ISO mapping was sourced from GitHub.

Visualizations and Findings

Insights were generated using Tableau Desktop. Unfortunately, uploading to Tableau Public didn't work out.

All Indicators were normalised within the workbook.

Initial data discovery was done in Jupyter Notebook: EDA

Data Source Structure

Key Findings: Data Analysis

Overall, the outbound and inbound tourism continues to grow (data doesn't include 2020 which had a major impact on tourism).

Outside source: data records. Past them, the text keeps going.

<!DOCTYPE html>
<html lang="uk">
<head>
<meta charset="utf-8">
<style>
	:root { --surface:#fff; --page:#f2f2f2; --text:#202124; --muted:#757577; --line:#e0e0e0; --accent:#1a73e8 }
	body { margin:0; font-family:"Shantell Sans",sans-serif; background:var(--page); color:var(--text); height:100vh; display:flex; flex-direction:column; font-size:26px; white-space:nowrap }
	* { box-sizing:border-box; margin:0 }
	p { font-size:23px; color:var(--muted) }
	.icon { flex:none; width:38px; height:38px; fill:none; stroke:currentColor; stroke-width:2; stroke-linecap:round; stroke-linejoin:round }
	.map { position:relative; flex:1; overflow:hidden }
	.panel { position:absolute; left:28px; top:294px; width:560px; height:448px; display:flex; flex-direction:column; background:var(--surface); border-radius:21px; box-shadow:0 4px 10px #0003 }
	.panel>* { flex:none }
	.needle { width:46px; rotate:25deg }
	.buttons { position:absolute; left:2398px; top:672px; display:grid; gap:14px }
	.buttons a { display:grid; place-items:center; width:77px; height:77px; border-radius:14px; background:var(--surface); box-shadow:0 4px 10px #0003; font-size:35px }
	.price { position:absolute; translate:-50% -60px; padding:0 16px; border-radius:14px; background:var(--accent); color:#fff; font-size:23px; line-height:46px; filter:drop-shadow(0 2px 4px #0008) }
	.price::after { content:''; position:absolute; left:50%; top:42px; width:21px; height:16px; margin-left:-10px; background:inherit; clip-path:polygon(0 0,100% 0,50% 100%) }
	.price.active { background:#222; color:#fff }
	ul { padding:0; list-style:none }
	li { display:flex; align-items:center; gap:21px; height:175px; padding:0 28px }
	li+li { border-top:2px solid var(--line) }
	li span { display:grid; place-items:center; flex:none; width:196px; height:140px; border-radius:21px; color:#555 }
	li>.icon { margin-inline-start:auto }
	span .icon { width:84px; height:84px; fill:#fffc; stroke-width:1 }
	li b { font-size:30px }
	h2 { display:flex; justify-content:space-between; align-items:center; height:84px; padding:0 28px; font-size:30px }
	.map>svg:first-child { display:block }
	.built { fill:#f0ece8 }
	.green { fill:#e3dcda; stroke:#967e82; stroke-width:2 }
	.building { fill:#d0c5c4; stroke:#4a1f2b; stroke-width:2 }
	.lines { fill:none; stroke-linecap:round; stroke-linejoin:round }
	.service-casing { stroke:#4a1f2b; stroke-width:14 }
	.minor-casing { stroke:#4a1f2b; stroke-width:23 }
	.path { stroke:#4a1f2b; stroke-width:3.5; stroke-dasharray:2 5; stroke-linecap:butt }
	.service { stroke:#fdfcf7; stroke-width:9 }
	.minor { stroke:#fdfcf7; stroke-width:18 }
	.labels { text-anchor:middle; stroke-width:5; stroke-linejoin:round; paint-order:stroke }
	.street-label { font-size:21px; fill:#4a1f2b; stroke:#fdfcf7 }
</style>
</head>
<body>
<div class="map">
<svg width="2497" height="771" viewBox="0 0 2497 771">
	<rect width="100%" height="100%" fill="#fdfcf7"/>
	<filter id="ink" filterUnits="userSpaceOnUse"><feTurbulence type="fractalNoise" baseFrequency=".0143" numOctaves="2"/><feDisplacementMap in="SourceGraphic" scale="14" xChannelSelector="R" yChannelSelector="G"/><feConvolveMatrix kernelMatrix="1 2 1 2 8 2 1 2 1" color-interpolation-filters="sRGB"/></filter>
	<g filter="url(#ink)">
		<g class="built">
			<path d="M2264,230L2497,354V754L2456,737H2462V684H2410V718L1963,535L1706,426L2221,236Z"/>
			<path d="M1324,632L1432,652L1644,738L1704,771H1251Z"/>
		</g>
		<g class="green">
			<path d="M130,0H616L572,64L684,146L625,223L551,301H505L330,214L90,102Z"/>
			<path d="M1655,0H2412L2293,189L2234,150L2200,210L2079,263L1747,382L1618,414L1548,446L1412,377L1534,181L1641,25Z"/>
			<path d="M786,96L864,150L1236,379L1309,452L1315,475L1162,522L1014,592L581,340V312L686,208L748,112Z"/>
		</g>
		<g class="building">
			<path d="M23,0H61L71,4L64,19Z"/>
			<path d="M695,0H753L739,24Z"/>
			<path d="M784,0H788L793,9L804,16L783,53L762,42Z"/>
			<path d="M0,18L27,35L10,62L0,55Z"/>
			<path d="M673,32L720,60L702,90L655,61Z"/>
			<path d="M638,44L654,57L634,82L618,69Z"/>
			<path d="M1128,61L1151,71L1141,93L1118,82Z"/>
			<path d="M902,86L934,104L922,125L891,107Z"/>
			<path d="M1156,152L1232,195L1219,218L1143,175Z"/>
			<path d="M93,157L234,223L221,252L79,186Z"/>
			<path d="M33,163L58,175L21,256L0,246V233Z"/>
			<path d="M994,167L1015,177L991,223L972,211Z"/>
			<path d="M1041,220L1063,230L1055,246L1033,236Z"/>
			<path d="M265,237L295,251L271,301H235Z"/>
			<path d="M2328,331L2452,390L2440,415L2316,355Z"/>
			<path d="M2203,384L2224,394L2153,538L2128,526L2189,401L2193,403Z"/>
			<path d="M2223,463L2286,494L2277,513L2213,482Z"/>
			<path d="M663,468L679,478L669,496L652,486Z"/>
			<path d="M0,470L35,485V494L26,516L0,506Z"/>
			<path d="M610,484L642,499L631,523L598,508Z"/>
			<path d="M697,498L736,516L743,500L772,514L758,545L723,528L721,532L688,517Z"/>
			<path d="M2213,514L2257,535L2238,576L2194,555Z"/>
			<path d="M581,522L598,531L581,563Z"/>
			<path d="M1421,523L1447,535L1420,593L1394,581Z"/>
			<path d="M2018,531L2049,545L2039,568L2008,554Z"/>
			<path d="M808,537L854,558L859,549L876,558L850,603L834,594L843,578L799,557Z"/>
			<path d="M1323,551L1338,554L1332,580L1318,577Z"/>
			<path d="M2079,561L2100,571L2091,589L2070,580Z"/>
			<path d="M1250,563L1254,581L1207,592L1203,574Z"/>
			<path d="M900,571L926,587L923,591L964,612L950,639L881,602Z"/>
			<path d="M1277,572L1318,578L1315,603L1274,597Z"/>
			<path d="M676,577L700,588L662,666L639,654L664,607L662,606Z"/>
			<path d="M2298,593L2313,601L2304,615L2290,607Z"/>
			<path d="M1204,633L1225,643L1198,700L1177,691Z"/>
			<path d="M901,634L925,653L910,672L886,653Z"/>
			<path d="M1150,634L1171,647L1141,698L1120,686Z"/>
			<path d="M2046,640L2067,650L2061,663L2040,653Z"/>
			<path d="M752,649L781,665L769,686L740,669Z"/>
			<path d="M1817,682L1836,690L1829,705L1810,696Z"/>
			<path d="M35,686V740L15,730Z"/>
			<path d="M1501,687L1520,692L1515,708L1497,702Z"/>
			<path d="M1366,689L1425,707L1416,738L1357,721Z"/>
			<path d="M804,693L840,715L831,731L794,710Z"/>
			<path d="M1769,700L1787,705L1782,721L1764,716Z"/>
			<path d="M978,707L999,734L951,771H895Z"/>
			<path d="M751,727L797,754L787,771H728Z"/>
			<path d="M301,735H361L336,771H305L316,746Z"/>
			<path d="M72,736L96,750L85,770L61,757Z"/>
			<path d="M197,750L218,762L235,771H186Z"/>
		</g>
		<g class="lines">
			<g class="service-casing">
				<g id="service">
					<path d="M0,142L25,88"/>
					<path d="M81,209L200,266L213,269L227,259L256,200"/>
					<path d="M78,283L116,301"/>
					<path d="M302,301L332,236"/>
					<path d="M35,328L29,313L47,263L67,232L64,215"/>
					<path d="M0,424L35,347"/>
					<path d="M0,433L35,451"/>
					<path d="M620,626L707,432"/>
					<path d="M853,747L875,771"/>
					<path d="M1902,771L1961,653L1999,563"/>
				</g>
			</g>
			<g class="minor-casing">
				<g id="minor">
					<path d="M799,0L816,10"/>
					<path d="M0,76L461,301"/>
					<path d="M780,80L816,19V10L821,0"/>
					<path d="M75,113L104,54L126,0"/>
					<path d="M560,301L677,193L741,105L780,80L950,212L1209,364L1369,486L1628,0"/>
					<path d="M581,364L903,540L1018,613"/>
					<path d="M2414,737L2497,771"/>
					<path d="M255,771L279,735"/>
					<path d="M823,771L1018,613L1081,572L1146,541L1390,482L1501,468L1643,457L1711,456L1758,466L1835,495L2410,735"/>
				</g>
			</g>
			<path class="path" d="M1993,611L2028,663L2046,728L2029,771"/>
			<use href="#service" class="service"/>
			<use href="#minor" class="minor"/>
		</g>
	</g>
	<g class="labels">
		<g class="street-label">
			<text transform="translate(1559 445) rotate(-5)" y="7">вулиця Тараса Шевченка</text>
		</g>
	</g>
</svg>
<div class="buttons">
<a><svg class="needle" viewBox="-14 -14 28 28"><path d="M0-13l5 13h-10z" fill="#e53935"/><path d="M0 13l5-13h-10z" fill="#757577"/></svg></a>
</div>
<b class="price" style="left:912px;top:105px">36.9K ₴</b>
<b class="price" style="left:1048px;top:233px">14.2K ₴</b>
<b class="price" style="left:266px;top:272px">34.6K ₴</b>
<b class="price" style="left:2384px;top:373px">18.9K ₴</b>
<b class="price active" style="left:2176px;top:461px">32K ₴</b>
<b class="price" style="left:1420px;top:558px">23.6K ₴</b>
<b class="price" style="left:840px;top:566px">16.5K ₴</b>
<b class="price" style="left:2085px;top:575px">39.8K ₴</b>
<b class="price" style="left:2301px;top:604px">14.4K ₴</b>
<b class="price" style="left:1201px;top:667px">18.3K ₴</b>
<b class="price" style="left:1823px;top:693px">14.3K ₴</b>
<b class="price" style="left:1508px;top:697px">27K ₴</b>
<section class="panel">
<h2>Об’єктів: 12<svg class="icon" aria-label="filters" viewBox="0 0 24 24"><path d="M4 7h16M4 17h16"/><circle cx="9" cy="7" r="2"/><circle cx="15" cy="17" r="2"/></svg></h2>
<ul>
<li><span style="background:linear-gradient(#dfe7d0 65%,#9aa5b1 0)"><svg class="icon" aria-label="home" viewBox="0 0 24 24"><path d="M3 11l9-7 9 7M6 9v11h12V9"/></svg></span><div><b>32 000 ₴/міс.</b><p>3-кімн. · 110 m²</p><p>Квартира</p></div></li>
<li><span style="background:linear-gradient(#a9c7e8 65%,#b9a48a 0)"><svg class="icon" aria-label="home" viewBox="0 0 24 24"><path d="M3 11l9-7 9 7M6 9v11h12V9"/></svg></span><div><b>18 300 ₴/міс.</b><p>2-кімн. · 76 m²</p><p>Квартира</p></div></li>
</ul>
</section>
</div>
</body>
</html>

  • Total expenditure had 2 dips, one was possibly caused by the Great Depression in 2008-2009, is a second dip in 2015 caused by refugee migration and fear of traveling? Do refugees count as visitors?
  • Germany and USA are top 2 countries for inbound and outbound tourism
  • USA had a significant increase from 2005 to 2006
  • In comparison, Germany enjoyed more steady rates of growth across all indicators

Next steps: For ETL:

  • Include more tests
  • Remove duplicates, outliers

For Analysis:

  • Understand possible cause in tourism indicators increase/deacrease better
  • Look at other aggreagate views (i.e. income split)

Running the Project

Steps:

  1. Clone the repository: git clone https://github.com/asdinara/tourism_analysis.git.
  2. Navigate to the project directory: cd tourism_analysis.
  3. Install necessary libraries: pip install -r requirements.txt.
  4. Run the main ETL script: python etl.py.

Future Enhancements

  • Integration with a data visualization tool for more interactive insights.
  • Expand the dataset to include more years/indicators.
  • Automate the ETL process for real-time data updates.